Start of Data supplied

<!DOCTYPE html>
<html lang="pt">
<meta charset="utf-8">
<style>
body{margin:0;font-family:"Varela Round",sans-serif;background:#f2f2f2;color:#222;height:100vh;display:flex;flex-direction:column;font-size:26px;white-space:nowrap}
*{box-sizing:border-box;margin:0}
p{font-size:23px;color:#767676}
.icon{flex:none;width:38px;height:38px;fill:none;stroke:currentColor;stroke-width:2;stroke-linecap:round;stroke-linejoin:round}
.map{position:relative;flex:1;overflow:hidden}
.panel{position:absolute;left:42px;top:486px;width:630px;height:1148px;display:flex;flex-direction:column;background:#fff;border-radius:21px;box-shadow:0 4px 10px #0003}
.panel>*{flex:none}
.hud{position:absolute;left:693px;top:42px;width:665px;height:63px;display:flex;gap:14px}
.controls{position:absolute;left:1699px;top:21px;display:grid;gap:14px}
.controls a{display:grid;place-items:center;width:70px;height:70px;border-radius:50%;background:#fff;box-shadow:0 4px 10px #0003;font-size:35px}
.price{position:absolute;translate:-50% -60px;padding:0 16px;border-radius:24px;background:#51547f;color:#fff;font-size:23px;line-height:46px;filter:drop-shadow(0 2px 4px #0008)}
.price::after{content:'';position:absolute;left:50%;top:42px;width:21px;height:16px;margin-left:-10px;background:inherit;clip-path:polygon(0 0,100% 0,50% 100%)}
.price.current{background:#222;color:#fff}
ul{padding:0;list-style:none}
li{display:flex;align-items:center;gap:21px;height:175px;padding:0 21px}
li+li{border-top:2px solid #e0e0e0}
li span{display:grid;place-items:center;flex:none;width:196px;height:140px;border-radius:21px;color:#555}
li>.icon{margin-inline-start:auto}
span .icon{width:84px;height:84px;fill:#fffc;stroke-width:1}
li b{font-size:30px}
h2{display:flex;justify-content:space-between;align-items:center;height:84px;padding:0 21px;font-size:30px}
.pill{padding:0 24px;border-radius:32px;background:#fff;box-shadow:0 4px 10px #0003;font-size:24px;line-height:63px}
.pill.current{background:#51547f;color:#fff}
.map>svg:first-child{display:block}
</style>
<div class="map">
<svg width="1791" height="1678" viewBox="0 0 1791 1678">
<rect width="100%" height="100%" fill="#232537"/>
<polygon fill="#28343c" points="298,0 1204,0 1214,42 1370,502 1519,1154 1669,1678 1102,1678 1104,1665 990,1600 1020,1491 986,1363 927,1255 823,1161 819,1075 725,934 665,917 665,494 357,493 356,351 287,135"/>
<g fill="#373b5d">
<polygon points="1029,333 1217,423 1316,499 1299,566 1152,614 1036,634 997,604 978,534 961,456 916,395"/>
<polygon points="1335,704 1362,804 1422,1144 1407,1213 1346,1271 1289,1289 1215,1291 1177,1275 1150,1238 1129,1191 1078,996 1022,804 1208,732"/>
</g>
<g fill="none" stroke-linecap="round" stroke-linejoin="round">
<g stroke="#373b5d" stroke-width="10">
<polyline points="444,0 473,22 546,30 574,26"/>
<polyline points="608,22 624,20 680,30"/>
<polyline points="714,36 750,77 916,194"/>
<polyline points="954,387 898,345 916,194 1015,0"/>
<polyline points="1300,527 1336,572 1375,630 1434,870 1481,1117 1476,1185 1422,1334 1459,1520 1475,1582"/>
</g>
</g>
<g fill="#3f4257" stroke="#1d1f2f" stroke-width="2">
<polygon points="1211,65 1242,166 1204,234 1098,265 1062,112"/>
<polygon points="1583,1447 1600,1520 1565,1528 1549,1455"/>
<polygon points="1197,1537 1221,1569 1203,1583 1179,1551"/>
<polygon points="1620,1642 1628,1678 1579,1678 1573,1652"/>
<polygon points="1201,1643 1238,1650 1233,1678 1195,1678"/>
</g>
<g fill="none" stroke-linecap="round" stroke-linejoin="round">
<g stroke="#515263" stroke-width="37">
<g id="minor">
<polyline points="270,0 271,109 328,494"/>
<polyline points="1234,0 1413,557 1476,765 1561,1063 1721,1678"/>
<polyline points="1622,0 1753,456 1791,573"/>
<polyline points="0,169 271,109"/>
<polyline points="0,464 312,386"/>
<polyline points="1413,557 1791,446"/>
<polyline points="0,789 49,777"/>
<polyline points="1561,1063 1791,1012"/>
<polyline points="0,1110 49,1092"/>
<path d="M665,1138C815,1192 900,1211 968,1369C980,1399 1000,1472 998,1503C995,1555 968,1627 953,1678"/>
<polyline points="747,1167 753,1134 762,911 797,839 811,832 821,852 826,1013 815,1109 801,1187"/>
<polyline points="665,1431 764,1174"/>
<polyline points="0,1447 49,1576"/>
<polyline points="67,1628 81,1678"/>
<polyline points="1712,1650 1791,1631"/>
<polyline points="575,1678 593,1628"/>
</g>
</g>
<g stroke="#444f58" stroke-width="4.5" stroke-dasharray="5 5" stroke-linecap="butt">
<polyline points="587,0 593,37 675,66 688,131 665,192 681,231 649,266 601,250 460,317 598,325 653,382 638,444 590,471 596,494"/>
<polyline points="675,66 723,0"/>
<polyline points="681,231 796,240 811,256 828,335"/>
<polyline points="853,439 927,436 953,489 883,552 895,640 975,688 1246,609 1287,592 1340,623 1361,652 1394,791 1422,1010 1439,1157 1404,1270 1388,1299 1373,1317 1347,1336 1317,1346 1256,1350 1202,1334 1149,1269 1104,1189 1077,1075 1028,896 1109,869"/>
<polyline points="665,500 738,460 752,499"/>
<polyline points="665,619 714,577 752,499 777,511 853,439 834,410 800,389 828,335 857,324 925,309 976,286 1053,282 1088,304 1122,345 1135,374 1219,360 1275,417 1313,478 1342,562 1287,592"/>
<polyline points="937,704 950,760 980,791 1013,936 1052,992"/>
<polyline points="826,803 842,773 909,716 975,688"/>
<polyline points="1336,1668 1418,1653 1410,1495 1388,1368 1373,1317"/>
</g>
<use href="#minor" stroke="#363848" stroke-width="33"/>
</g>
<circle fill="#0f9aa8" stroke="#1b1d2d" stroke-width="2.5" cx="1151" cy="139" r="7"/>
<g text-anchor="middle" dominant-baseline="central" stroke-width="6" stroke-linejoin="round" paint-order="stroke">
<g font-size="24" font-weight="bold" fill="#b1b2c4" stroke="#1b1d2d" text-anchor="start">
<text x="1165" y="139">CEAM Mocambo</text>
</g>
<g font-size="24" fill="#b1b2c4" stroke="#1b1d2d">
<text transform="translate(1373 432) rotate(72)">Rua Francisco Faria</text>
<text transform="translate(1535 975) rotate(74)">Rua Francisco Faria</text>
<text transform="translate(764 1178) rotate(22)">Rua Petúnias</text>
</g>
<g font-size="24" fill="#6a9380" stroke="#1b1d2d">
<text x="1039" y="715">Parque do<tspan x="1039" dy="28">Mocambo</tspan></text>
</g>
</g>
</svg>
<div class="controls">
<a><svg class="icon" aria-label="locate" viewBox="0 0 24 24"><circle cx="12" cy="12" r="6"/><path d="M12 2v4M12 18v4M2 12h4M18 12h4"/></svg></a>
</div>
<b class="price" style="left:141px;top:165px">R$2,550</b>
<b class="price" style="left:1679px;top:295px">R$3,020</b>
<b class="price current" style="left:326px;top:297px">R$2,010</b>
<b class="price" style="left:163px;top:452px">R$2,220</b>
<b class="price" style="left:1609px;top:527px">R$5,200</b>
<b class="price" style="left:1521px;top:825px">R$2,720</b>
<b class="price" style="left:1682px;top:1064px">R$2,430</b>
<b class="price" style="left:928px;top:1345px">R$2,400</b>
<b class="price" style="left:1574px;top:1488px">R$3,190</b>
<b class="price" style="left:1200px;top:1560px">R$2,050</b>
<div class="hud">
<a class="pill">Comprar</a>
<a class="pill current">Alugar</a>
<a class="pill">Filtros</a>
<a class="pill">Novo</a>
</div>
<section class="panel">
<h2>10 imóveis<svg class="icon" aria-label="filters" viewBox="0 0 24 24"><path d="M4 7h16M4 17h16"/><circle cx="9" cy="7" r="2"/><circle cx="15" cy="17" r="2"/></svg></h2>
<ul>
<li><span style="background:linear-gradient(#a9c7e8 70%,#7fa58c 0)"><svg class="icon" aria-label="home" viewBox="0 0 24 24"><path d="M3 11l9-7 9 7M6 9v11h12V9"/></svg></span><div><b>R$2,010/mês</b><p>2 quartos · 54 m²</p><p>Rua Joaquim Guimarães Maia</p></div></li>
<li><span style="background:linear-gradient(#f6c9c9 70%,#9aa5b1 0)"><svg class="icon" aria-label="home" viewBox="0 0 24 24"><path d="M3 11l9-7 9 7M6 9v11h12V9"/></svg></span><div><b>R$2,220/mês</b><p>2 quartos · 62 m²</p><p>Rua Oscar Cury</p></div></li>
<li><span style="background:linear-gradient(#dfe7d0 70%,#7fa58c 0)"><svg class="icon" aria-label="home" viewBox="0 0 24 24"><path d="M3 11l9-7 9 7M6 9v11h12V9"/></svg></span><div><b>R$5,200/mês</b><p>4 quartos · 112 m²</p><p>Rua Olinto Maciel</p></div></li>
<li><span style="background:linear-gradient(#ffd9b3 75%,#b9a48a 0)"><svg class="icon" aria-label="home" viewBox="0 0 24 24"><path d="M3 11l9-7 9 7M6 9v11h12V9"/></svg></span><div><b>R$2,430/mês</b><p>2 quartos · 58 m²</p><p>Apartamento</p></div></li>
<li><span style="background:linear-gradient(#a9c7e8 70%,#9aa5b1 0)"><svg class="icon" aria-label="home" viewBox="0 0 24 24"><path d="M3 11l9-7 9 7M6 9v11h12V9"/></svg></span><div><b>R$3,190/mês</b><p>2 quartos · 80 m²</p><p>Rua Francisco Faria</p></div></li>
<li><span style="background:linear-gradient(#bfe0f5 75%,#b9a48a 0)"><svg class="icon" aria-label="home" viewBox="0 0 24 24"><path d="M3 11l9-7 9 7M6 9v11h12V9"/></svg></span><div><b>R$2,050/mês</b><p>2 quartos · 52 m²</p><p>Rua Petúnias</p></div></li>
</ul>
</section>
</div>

End of Data supplied

About this task:
Find the number of lines in the entries above that hold the string "controls", and write only that number.

Answer for the task:
3